Data extract:
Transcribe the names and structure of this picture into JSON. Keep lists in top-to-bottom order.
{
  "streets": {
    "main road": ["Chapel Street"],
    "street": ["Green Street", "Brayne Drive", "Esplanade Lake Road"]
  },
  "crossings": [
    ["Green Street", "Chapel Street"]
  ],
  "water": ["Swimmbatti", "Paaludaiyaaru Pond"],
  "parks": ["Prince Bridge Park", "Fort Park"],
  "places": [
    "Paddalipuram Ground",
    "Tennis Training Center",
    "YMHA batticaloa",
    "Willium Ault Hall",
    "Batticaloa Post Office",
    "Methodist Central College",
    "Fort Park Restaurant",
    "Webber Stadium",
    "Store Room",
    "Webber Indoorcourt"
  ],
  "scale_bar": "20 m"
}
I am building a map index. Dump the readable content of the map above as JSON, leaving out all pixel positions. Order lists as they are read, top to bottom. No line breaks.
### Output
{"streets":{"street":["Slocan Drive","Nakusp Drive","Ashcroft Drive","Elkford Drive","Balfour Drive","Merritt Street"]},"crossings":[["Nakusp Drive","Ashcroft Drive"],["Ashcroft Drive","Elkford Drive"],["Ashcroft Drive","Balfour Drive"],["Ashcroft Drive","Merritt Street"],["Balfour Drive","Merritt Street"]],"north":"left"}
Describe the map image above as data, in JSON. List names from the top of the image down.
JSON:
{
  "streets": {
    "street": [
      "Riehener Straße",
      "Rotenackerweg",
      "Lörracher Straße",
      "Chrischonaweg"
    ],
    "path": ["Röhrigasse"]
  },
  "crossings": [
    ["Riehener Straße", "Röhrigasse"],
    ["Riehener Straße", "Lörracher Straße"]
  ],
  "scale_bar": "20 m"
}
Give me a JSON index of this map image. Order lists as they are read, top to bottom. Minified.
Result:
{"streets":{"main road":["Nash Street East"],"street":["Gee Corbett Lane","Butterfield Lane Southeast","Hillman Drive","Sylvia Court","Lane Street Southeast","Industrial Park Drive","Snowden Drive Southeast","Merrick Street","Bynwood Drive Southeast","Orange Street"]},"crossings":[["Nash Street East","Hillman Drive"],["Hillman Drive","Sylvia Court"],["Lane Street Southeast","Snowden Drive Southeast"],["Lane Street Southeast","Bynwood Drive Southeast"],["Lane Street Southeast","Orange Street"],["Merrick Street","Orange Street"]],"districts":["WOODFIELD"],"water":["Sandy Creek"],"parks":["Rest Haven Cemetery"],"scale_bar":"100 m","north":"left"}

Task: Provide the number of lines above that include the string "index", with no other words.

Problem solution: 2